Stored items
*-*-*

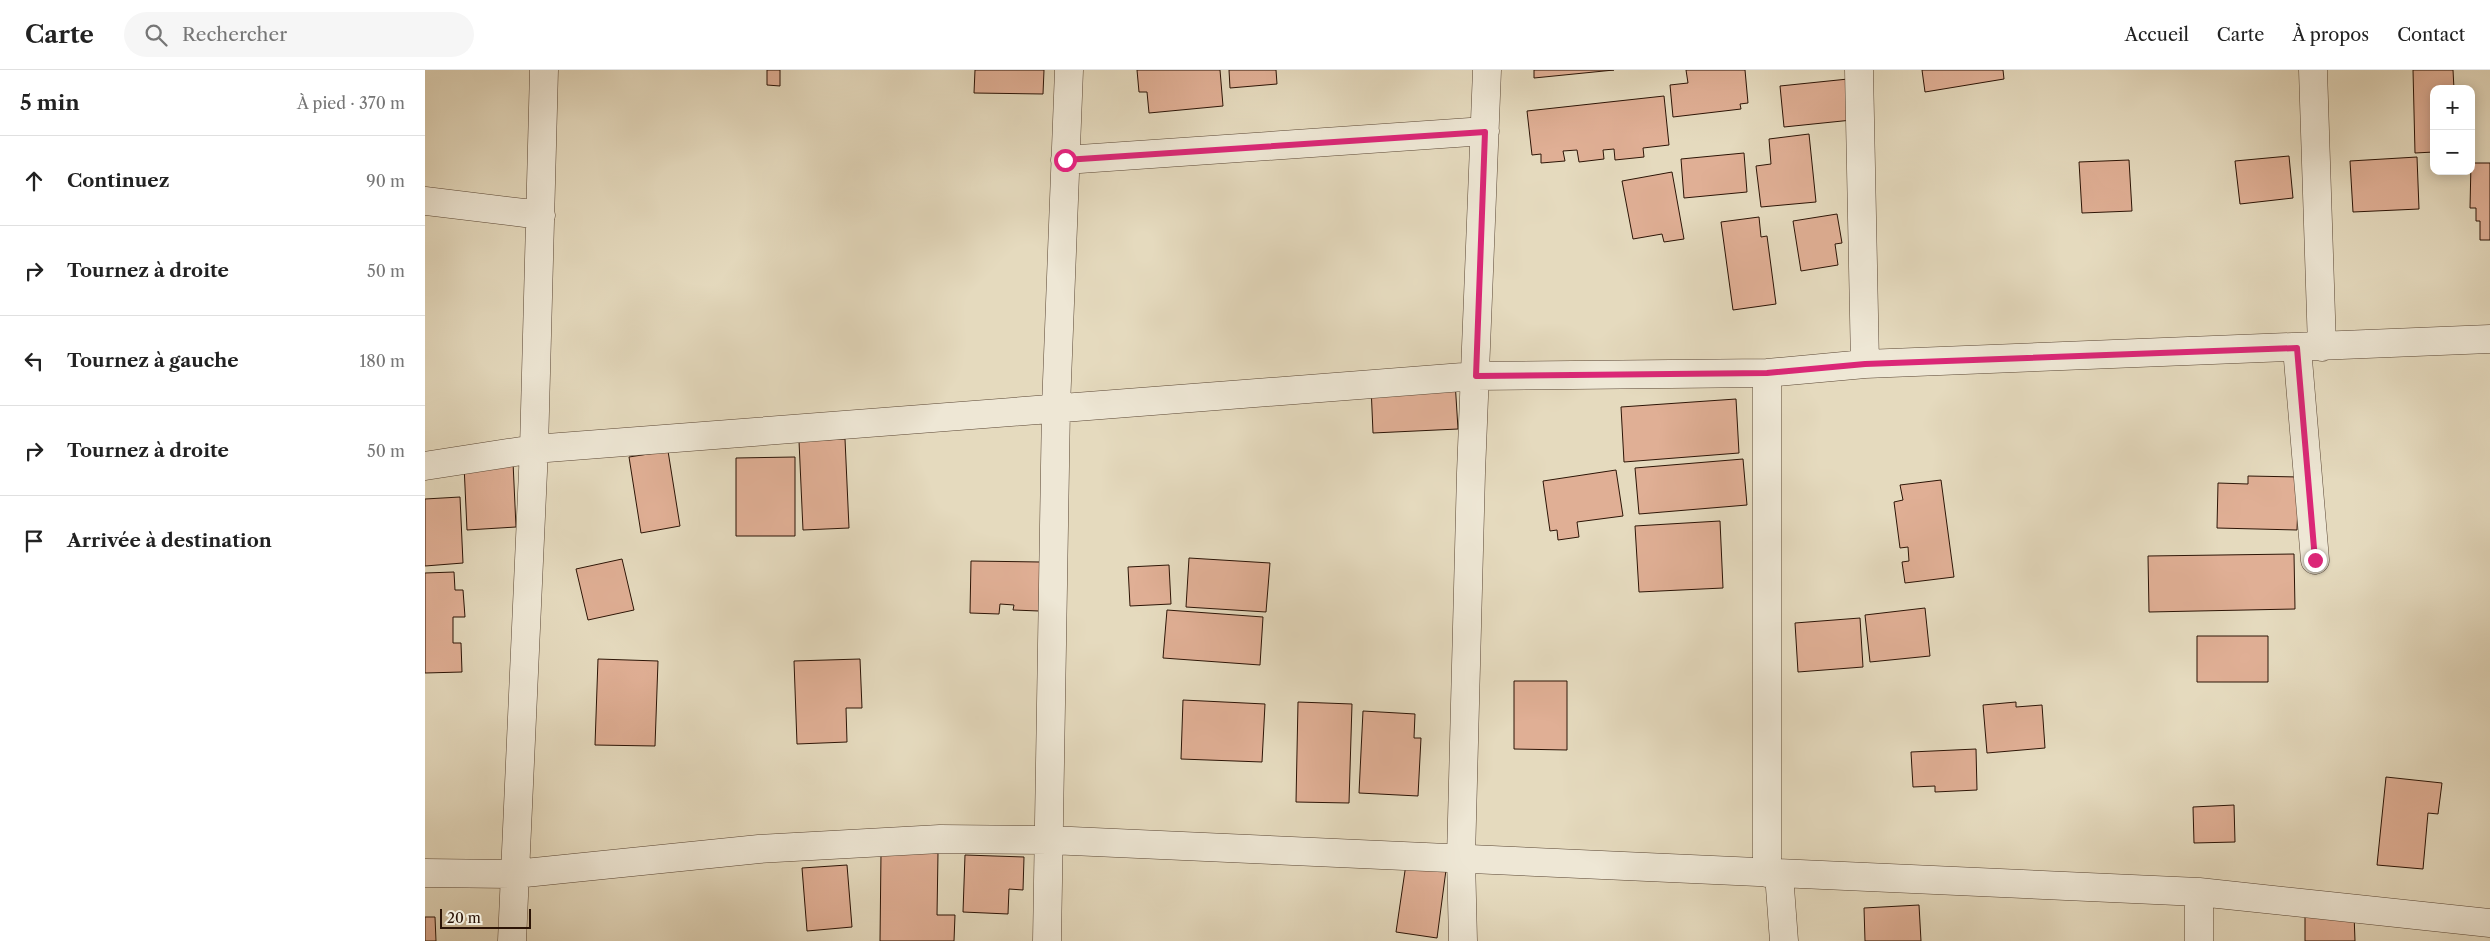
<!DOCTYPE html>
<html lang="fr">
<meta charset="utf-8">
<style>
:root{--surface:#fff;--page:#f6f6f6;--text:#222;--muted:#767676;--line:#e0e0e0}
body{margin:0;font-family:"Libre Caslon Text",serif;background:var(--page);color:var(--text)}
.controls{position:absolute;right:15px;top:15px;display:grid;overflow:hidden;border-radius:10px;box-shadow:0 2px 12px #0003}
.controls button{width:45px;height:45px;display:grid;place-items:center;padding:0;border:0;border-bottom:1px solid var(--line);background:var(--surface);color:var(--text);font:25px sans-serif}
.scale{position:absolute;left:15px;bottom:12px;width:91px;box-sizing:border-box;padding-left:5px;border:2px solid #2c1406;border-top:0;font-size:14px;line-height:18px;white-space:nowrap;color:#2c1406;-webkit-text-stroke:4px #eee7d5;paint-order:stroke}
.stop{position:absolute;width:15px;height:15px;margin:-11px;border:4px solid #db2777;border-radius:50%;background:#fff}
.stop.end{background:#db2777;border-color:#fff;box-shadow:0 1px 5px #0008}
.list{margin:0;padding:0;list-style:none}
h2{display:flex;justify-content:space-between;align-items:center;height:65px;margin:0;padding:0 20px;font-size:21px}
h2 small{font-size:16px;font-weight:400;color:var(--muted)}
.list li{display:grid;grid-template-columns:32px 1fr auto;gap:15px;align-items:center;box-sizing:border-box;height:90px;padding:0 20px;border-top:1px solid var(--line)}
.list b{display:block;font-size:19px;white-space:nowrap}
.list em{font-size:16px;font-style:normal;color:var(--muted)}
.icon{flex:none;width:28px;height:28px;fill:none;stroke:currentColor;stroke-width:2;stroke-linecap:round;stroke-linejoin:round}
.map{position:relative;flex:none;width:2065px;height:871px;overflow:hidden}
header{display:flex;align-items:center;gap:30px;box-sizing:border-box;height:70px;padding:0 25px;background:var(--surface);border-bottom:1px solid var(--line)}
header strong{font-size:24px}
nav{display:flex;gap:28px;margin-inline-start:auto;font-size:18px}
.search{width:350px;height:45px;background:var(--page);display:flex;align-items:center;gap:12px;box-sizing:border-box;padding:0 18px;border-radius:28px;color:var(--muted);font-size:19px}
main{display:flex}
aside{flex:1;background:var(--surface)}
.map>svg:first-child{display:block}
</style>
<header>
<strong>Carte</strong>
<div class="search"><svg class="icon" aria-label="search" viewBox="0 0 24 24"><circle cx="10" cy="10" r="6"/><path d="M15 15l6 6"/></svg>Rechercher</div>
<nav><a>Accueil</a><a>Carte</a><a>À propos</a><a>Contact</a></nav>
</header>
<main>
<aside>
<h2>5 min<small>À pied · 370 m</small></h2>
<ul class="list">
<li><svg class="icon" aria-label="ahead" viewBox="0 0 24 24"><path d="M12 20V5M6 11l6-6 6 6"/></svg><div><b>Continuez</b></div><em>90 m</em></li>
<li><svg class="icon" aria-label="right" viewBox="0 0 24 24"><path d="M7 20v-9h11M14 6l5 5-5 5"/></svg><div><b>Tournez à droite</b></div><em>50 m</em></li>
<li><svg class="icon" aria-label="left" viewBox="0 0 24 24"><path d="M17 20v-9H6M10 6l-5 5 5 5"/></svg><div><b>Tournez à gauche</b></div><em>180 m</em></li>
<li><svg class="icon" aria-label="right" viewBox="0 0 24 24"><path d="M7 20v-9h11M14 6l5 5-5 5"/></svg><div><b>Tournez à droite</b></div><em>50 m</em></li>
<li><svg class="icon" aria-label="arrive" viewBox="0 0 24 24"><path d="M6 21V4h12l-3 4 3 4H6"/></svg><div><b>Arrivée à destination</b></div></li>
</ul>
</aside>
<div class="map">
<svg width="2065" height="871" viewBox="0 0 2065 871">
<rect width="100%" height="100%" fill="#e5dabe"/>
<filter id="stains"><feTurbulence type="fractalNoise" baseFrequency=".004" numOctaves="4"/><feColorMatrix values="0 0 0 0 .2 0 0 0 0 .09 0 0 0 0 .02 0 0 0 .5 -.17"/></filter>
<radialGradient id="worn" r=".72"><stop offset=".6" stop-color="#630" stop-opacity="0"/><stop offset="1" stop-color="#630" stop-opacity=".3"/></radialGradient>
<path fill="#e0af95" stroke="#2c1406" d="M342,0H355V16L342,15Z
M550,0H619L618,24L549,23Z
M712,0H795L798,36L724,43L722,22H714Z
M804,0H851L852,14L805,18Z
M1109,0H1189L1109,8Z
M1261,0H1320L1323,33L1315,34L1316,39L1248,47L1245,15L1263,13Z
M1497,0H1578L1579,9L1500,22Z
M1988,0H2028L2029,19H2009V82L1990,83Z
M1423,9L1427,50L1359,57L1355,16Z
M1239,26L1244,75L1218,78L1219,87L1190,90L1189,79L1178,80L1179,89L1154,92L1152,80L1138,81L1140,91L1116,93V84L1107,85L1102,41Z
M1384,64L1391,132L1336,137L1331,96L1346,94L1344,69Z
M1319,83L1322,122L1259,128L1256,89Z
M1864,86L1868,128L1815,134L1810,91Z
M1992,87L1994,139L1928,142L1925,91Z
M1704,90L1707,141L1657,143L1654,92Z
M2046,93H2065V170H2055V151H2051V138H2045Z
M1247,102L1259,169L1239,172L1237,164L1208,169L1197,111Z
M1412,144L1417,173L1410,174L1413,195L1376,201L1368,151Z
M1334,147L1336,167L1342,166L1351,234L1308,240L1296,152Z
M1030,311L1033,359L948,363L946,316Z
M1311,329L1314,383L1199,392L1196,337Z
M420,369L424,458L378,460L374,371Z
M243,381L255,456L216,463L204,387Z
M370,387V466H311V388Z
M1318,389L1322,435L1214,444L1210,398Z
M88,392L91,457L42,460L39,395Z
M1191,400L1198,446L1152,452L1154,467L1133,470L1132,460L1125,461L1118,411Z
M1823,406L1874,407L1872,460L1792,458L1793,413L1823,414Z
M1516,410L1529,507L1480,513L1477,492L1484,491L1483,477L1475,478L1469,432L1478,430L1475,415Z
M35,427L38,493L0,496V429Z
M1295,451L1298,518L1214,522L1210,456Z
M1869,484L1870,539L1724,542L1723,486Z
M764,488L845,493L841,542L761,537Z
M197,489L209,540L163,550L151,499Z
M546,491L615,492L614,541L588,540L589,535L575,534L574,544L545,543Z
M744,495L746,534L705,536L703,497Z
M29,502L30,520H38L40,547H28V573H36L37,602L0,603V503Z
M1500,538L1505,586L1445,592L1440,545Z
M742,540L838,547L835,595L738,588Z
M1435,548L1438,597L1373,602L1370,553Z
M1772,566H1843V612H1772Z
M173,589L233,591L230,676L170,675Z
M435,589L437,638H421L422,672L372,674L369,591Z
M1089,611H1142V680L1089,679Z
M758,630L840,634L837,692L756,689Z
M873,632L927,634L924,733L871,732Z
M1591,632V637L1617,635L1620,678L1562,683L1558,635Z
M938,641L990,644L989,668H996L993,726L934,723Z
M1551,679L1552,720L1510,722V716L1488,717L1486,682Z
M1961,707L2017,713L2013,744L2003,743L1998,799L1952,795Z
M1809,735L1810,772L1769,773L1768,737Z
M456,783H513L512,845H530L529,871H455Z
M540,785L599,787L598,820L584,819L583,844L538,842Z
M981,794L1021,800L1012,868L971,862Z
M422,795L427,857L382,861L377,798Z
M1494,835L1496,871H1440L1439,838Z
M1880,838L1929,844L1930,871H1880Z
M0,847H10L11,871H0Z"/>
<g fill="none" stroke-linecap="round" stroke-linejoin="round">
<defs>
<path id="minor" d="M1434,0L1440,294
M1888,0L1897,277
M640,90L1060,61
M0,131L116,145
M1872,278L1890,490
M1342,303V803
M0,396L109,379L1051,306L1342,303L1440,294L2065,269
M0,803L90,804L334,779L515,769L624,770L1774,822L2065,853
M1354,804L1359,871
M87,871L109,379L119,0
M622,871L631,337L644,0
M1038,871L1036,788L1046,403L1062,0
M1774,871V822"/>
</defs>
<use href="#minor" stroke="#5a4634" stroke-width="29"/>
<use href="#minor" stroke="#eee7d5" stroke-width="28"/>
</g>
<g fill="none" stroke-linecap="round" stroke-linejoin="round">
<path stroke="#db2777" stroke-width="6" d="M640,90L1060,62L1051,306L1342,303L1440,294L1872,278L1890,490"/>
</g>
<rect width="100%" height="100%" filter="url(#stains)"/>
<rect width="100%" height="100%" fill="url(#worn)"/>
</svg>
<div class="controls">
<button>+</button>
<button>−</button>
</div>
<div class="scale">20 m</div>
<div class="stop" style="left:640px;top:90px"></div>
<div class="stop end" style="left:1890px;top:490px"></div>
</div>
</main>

*-*-*

In the data above, find each line that has the word "scale" and copy it out.

.scale{position:absolute;left:15px;bottom:12px;width:91px;box-sizing:border-box;padding-left:5px;border:2px solid #2c1406;border-top:0;font-size:14px;line-height:18px;white-space:nowrap;color:#2c1406;-webkit-text-stroke:4px #eee7d5;paint-order:stroke}
<div class="scale">20 m</div>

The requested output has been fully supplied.